When does an expectation to work long hours become a provision, criterion or practice?

By Lupton Fawcett’s Employment Law Senior Associate, Alex Evans

Mr Carreras worked as an analyst for United, a brokerage firm.  He worked long hours, often until 11pm, until he had a serious cycling accident.  Following his return to work he worked less hours.

After a few months, requests were made for him to work later and whilst he was unhappy about doing so, he was concerned that he might lose his bonus or be made redundant if he didn’t.

When he raised concerns, Mr Carreras was told that if he did not like it, he could leave and was reprimanded in front of his colleagues.

He subsequently resigned and brought Tribunal claims for disability discrimination and constructive dismissal, alleging that United had failed to make reasonable adjustments to the requirement to work long hours.

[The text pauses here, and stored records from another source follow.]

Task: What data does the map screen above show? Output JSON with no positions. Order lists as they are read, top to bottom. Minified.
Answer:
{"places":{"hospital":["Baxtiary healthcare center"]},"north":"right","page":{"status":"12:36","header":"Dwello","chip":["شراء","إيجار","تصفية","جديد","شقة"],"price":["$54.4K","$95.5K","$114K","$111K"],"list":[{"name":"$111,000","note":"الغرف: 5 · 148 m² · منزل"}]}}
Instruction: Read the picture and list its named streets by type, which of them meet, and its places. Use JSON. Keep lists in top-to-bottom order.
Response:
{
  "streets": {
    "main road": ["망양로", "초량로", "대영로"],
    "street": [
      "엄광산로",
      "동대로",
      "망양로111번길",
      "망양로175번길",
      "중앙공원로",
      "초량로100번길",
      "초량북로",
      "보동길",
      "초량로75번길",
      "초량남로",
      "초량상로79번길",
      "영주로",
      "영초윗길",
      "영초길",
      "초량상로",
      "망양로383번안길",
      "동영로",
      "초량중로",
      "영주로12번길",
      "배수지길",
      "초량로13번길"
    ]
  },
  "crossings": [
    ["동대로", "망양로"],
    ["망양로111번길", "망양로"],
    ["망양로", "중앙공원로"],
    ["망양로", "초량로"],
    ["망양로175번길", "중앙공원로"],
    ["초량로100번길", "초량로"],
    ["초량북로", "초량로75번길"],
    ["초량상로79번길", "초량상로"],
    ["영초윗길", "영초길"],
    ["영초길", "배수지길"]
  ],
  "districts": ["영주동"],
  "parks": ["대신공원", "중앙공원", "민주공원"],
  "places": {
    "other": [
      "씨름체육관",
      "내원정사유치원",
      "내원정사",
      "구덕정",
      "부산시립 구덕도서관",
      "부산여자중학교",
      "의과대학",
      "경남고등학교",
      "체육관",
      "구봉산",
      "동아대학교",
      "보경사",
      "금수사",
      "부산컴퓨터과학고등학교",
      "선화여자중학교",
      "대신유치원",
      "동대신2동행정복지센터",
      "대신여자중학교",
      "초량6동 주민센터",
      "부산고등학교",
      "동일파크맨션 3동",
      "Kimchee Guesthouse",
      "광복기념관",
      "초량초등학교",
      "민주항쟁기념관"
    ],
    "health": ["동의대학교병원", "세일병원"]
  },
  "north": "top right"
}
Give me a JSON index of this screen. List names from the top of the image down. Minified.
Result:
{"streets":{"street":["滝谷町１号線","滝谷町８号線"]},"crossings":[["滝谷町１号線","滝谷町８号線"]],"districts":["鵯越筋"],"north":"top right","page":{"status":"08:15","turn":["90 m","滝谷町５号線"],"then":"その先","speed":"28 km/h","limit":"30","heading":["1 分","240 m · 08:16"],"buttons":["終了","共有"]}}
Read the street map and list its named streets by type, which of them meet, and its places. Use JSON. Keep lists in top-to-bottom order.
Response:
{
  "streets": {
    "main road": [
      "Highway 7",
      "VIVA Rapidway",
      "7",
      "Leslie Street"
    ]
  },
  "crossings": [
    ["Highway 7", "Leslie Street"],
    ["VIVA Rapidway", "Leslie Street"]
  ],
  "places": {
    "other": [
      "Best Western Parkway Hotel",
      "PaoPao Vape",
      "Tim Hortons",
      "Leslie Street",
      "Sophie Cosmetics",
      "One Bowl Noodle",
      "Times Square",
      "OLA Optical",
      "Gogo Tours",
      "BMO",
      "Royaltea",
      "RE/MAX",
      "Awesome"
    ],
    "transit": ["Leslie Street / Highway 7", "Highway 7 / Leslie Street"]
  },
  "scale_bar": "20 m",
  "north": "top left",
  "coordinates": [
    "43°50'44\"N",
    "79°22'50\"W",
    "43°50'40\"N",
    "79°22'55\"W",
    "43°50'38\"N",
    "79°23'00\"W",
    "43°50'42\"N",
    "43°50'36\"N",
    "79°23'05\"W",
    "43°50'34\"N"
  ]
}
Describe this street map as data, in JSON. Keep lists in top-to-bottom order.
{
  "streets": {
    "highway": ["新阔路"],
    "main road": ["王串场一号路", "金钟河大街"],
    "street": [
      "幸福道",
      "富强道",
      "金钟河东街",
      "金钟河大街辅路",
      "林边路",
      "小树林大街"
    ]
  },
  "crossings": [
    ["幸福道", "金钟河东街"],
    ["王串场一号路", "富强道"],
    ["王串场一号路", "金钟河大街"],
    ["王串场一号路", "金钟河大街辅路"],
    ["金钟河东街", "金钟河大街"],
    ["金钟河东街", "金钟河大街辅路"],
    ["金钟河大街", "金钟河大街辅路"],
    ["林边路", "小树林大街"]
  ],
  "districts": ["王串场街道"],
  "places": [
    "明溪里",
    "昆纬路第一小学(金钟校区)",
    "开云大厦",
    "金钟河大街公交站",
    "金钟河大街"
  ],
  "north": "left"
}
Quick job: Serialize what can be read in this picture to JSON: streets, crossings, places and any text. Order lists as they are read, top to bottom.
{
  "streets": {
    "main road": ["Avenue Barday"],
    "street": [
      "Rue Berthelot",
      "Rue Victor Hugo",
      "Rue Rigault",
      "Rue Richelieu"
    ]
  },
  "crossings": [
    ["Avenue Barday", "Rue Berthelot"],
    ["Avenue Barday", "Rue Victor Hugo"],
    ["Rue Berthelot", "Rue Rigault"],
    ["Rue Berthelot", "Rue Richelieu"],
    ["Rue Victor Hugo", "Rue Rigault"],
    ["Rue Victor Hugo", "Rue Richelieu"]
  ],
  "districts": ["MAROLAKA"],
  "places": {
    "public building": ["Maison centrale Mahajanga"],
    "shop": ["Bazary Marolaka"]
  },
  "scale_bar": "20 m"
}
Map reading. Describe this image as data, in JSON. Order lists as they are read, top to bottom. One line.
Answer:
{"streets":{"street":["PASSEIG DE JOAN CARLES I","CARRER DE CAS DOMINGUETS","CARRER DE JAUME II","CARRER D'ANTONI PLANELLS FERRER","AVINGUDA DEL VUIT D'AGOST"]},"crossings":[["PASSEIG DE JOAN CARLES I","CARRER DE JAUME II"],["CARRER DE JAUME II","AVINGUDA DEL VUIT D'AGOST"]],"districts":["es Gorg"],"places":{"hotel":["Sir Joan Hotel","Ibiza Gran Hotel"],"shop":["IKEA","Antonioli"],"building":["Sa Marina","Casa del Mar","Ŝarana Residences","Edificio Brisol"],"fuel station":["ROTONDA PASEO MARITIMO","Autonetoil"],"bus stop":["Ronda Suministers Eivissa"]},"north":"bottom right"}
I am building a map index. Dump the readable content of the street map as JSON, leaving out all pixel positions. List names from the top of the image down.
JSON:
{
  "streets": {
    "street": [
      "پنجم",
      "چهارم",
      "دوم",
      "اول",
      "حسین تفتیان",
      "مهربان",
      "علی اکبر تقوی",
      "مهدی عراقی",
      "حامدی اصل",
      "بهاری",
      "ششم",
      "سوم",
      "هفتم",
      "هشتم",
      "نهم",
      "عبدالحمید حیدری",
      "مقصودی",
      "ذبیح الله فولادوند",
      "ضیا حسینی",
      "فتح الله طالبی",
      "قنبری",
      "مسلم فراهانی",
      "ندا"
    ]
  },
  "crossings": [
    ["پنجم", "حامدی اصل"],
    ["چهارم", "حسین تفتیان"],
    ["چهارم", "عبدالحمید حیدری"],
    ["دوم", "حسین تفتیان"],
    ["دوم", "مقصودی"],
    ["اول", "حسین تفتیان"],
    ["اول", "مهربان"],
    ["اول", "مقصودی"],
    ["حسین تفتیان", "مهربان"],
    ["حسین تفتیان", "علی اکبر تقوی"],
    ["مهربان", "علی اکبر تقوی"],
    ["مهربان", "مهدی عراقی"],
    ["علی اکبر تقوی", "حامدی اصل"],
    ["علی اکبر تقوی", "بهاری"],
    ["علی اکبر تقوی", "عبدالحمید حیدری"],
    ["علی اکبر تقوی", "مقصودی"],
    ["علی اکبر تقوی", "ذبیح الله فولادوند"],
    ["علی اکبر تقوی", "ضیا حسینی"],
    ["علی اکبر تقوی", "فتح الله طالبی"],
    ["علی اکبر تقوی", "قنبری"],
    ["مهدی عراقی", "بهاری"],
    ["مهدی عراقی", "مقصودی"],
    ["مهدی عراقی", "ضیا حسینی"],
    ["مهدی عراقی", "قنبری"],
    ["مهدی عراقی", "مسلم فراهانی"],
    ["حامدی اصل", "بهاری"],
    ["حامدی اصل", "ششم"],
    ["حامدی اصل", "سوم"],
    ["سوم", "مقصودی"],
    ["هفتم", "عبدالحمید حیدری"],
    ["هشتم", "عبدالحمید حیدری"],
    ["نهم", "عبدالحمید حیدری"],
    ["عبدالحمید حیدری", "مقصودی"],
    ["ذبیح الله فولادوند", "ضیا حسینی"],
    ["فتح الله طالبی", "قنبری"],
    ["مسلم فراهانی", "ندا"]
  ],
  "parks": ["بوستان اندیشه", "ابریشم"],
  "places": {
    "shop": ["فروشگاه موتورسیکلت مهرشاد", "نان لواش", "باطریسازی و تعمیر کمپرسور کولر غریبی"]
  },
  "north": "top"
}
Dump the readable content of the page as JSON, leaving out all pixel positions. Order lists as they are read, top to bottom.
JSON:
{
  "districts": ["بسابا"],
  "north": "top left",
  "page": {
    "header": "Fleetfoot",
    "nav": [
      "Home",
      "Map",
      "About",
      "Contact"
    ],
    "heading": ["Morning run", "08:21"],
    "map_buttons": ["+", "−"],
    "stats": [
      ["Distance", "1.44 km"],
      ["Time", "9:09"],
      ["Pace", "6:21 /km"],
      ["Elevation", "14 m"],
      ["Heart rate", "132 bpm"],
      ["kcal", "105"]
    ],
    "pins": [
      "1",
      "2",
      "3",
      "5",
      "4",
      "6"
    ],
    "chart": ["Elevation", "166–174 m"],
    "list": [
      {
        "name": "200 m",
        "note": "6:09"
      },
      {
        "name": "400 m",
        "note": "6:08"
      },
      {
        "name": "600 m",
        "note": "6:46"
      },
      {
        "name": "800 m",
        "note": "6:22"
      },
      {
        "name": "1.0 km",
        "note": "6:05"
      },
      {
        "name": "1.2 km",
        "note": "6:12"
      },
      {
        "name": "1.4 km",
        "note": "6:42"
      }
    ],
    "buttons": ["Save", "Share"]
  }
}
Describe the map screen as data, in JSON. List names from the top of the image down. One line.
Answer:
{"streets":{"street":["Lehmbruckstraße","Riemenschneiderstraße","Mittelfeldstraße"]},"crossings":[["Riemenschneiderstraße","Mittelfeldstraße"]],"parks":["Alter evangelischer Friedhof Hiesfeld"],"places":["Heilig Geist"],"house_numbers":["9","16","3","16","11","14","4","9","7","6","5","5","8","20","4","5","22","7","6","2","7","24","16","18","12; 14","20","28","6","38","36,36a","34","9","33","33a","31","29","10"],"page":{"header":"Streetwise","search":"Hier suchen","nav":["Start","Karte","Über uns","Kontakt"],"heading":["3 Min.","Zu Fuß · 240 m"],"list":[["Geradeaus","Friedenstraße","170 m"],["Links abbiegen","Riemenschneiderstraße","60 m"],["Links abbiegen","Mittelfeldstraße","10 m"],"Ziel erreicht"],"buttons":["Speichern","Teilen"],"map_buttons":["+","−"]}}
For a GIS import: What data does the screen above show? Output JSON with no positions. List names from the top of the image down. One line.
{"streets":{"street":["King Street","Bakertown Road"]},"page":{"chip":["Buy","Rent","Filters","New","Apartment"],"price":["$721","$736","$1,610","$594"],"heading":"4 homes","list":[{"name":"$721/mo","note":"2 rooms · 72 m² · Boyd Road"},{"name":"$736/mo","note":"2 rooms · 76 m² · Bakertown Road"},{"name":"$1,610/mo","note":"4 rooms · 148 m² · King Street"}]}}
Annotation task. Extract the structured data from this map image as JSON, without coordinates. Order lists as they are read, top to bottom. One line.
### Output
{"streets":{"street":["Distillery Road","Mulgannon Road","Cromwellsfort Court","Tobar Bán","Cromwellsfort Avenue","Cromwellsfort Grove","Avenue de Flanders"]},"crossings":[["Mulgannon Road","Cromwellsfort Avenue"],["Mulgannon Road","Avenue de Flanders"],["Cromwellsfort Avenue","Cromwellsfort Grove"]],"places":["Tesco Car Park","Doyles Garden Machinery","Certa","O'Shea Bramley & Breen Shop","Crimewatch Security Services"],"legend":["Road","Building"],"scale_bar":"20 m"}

The Tribunal accepted that Mr Carreras was disabled and that there was a request, then an expectation for him to work longer hours.  However it found that United had not failed to make reasonable adjustments as its expectation was not a PCP.

The Tribunal also concluded that whilst United’s conduct gave rise to a constructive dismissal claim, Mr Carreras did not resign in response to this conduct as he had gone to the US to be with his wife and had indicated that he might have remained employed if asked.

Mr Carreras appealed to the EAT.

The EAT found that the Tribunal’s approach to the PCP was too narrow, focussing on the fact that Mr Carreras had pleaded this as a “requirement”.   It had scrutinised the degree of compulsion to work late rather than looking at the reality of the situation, which was that Mr Carreras felt obliged to work late.

The Tribunal had also failed to appreciate that the breach of contract identified by Mr Carreras only needed to constitute one of the reasons for his resignation, not the sole reason.

United appealed to the Court of Appeal, which dismissed the appeal.

The Court held that an expectation for a disabled employee to work long hours amounted to a PCP.  The Court found that the term “required”, was not necessarily equivalent to “coerced”, but could instead be an expectation that an employee would work late. It was clear that Mr Carreras felt under pressure to work late and “required” could encompass this.

The Court also agreed that the Tribunal had erred in failing to treat United’s breach as causing Mr Carreras’ resignation.

This case establishes that where employees feel obliged to work (either in a particular way or long hours), this could be interpreted as a requirement by the employer under discrimination law and could lead to claims, as in this case, for failure to make reasonable adjustments.  Employers should therefore be mindful of their workplace cultures to ensure that they do not inadvertently breach their obligations to employees.